Acerra è sotto choc dopo l’irruzione dei Carabinieri Forestali, che hanno scoperto un laboreto clandestino ai limiti della legalità. Durante un controllo in via Fatigati, i militari hanno trovato due uomini nigeriani intenti a lavorare frattaglie utilizzando fornelli a gas, completamente ignari dei rischi sanitari ai quali si esponevano.
Le indagini, iniziate a seguito di una segnalazione alla Centrale Operativa 112 di Castello di Cisterna, hanno svelato un quadro preoccupante. A poca distanza dal primo sito, in un fabbricato adiacente, sono stati rinvenuti circa 220 chilogrammi di alimenti in lavorazione e già confezionati. La cosa allarmante è che questi prodotti erano privi di ogni forma di documentazione sanitaria. “Non abbiamo mai visto nulla di simile qui, fa paura pensare a cosa possa esserci nel cibo che mangiamo”, commenta un residente.

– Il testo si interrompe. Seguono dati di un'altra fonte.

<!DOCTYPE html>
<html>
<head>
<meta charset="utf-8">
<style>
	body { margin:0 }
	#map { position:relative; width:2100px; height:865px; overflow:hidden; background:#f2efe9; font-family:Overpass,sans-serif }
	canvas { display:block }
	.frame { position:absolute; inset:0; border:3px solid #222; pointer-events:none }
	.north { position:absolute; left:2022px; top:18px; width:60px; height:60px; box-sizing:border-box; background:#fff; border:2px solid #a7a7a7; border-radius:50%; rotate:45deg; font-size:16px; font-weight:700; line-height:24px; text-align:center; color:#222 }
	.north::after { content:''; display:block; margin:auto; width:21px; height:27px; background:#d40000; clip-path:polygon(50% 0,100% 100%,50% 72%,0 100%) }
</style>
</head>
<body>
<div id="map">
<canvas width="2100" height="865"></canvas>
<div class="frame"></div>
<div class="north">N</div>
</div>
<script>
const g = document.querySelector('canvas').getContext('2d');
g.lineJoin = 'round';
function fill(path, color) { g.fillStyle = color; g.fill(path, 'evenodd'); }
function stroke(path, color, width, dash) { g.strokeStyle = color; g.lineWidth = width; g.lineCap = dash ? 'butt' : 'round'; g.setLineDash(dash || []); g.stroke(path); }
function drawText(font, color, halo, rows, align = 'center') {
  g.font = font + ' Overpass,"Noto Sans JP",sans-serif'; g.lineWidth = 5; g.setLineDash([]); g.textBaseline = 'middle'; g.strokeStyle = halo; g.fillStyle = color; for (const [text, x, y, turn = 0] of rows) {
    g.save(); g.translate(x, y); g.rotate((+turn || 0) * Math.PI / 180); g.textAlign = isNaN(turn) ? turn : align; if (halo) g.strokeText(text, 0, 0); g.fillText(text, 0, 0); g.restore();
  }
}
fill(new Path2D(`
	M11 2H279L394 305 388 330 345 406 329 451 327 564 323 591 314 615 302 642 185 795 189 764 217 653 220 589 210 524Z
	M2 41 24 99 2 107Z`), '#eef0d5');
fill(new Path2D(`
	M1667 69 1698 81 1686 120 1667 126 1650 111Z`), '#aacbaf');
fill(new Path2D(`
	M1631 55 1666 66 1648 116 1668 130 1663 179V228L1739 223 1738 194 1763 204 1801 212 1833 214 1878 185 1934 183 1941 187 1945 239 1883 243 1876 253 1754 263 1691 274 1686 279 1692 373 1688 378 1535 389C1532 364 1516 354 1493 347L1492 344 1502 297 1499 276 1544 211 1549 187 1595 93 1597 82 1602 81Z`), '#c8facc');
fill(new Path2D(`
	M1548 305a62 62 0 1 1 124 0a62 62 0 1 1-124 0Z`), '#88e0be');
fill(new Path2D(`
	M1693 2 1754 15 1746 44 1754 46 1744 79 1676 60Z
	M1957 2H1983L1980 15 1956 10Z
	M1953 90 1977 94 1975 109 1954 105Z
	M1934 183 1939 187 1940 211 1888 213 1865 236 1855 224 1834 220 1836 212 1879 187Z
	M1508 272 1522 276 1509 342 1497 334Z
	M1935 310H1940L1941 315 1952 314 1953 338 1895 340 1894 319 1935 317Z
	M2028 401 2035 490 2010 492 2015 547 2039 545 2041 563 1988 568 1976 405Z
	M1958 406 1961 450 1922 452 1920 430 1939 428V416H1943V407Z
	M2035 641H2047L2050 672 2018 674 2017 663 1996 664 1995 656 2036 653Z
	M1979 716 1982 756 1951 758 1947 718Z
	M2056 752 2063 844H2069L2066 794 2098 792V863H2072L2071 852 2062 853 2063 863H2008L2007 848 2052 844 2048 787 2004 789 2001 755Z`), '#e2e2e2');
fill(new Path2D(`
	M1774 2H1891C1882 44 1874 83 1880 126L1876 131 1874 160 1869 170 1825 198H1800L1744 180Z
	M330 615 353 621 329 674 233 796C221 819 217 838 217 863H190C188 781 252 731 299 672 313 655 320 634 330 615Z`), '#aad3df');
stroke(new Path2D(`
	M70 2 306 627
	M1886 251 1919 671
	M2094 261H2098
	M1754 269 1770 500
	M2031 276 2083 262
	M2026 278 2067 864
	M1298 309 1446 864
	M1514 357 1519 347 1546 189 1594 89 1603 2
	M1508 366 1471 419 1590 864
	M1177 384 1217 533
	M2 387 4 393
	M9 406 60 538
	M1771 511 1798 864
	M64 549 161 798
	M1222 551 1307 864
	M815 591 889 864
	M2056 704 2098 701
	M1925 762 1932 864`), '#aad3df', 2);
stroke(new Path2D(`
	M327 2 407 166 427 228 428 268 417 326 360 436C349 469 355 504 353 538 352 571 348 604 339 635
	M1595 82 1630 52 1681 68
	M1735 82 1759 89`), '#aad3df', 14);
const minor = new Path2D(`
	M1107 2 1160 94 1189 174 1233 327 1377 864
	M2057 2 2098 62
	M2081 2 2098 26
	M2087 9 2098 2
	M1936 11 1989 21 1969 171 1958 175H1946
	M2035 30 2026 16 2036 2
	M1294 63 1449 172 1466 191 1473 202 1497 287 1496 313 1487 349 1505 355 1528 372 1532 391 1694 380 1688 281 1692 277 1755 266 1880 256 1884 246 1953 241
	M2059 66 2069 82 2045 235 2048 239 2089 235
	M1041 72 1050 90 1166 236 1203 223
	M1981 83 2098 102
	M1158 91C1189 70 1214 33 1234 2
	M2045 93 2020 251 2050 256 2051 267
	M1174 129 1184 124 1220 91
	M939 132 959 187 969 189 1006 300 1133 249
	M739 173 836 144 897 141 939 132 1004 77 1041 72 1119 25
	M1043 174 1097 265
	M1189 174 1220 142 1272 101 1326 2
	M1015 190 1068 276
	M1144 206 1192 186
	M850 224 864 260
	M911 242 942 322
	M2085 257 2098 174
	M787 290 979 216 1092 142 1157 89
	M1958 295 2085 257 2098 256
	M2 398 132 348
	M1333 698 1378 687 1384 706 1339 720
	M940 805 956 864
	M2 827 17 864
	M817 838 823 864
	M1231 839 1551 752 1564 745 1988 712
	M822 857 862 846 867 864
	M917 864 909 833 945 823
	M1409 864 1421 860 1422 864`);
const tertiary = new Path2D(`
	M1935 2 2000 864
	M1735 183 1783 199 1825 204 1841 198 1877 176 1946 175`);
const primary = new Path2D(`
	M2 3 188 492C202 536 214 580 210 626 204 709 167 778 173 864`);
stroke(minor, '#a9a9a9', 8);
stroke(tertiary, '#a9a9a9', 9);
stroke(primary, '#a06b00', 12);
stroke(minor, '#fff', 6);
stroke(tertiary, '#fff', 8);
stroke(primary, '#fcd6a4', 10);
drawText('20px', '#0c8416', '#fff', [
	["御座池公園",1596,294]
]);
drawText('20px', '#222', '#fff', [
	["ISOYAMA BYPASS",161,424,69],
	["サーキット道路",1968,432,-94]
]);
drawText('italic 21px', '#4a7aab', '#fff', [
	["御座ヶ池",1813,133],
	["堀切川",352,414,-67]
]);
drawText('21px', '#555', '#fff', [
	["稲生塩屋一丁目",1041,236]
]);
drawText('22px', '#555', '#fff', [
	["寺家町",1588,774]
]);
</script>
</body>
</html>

Secondo quanto emerge dalla ricostruzione iniziale, la titolare dell’attività, una donna di sessant’anni, è stata denunciata per la commercializzazione di sostanze alimentari nocive. Gli alimenti, ritenuti pericolosi, sono stati sequestrati e distrutti da una ditta autorizzata. Le spese di smaltimento ricadranno sulla proprietaria, mentre l’Autorità Giudiziaria è stata immediatamente informata dei rischi per la salute pubblica derivanti da tali irregolarità.
Nel quartiere, l’eco di questa operazione ha sollevato preoccupazioni diffuse. “La nostra salute è a rischio, è inaccettabile!”, afferma un altro residente, evidenziando un sentimento di vulnerabilità di fronte a simili situazioni. Resta ora da capire quanti altri casi simili possano nascondersi a pochi passi da noi e quali misure verranno adottate per tutelare la salute dei cittadini.